All people are entitled to love, and all are worthy of it. We are born to love, and it is love that brings us happiness. However, sustaining a couple’s relationship does not come by itself; it requires constant involvement and connection with the person you love. We invite you to discover these simple but powerful ideas to cultivate love in a couple and maintain a robust, stable, and balanced relationship.
More and more researchers in neuropsychology and anthology are proving that we are born to love. Helen Fisher (probably the most renowned anthropologist studying the brain and love), the author of The Anatomy of Love, provides scientific evidence that love is a human impulse and represents one of the central brain systems involved in emotions that humans have exhibited in their evolution since 3 million years ago.
Helen Fisher simplifies and classifies 3 pathways of love as follows:
Physical attraction – the physical contact impulse that drives us towards reproduction and perpetuation of the species;
Romantic love – is that which drives us to love one person at a time, to focus our attention and feelings on that person alone;
Deep attachment – mature, strong, and balanced love- helps us build a strong couple relationship, team up with our partner, and raise children together.

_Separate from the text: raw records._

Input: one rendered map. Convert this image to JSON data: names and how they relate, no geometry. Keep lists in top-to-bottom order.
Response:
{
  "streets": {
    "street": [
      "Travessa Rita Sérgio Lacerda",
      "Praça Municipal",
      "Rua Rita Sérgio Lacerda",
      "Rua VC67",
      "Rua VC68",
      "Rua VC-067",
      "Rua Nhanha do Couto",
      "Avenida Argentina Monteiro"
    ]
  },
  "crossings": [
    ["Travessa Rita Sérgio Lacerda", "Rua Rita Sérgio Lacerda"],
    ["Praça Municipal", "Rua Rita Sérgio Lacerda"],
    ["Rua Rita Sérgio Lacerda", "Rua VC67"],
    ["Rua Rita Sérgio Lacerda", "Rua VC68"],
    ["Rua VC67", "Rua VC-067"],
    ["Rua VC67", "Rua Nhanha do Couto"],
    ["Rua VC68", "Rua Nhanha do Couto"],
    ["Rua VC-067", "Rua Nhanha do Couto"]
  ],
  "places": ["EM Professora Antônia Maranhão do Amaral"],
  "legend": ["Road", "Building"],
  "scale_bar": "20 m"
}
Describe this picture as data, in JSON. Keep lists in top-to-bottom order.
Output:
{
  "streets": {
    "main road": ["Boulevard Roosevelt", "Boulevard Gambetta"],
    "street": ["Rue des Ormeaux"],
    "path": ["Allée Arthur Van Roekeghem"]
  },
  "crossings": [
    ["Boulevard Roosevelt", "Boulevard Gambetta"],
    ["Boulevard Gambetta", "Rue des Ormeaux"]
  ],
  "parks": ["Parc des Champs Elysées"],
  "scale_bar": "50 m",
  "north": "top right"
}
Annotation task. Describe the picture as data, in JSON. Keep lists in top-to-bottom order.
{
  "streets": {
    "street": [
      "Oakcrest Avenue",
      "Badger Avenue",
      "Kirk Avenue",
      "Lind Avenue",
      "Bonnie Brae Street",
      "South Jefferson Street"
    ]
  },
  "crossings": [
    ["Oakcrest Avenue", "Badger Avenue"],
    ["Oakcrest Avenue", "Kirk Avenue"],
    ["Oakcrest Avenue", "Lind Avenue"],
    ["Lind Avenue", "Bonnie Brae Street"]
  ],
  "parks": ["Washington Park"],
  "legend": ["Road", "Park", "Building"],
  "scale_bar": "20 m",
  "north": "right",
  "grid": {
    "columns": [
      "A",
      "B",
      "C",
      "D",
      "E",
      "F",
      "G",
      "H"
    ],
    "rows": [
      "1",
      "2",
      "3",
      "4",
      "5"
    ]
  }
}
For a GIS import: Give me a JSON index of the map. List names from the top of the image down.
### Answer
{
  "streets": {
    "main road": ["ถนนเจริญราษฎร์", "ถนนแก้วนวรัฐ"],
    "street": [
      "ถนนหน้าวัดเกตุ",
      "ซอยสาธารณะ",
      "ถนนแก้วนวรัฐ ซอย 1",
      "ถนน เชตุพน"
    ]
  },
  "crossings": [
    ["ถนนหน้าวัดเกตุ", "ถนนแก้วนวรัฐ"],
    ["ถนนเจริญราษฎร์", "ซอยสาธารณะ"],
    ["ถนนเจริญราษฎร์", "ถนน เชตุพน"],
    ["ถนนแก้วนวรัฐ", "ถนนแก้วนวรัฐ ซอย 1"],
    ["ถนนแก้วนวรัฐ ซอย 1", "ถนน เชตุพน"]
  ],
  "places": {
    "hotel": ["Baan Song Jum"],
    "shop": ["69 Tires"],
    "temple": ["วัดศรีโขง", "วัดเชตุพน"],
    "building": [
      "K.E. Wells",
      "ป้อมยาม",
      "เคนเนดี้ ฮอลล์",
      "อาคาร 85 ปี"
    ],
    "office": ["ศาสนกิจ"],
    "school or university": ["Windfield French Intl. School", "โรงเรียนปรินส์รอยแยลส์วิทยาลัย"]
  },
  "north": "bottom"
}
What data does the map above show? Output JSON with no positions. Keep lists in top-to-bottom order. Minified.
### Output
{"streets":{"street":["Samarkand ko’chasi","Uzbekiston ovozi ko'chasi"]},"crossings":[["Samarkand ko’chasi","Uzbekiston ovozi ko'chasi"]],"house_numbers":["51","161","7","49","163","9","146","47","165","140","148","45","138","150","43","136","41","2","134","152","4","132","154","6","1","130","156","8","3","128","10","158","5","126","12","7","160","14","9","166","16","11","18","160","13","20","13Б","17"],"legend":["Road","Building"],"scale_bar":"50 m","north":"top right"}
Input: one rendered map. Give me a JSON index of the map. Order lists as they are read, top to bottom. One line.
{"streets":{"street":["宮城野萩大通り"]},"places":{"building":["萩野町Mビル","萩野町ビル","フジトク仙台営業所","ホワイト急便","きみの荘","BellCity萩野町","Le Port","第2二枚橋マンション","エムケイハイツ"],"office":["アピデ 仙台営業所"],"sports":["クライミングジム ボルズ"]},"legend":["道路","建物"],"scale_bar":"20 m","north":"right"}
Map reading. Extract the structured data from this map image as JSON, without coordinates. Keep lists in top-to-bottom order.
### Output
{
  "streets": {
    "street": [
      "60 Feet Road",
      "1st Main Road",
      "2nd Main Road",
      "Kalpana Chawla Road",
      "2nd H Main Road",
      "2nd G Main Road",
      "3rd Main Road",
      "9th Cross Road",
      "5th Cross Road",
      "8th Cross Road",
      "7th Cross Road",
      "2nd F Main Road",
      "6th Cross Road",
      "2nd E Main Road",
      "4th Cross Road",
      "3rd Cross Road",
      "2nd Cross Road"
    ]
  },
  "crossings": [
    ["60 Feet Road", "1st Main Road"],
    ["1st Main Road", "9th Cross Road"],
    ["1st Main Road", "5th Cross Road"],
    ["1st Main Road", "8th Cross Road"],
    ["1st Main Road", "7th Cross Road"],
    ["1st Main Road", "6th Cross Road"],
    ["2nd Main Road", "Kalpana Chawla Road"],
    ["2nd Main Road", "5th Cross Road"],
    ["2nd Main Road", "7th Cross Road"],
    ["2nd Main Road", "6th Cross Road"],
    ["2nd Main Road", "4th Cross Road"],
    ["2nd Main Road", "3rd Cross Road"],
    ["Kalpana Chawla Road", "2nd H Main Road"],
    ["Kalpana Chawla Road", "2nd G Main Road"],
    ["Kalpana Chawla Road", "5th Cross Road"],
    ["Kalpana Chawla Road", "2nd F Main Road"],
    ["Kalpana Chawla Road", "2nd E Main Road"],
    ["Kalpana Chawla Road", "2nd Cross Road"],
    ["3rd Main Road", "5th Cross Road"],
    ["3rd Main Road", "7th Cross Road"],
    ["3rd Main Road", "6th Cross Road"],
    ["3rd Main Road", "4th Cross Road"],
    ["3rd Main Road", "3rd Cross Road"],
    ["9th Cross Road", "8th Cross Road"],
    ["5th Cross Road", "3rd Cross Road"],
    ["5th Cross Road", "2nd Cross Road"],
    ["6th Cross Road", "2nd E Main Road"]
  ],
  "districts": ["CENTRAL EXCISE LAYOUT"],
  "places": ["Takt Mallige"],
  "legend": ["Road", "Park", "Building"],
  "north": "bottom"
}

Of all the three paths of love, romantic love seems to have the most significant impact on humans. But as love comes, it can also go… That’s why some of our thoughts and activities should go to the couple, through which we can cultivate and develop our love relationship.
More and more studies show how important touching and hugging between partners is for the soul and the relationship. A daily hug and hand-holding can bring back passion and tenderness to a couple. They seem simple gestures, but isn’t that what we’re all looking for?
Swap defensiveness for openness
We often feel unfairly accused or find it difficult to express our emotions, which is why we get defensive, want to defend ourselves, or prove we are correct. So instead of communicating what we want, we manage to sustain an argument.
In a strong relationship, partners open up, embrace their vulnerabilities, gently correct each other, are honest when they disagree, and participate in each other’s emotional development. But without openness, none of this can be possible.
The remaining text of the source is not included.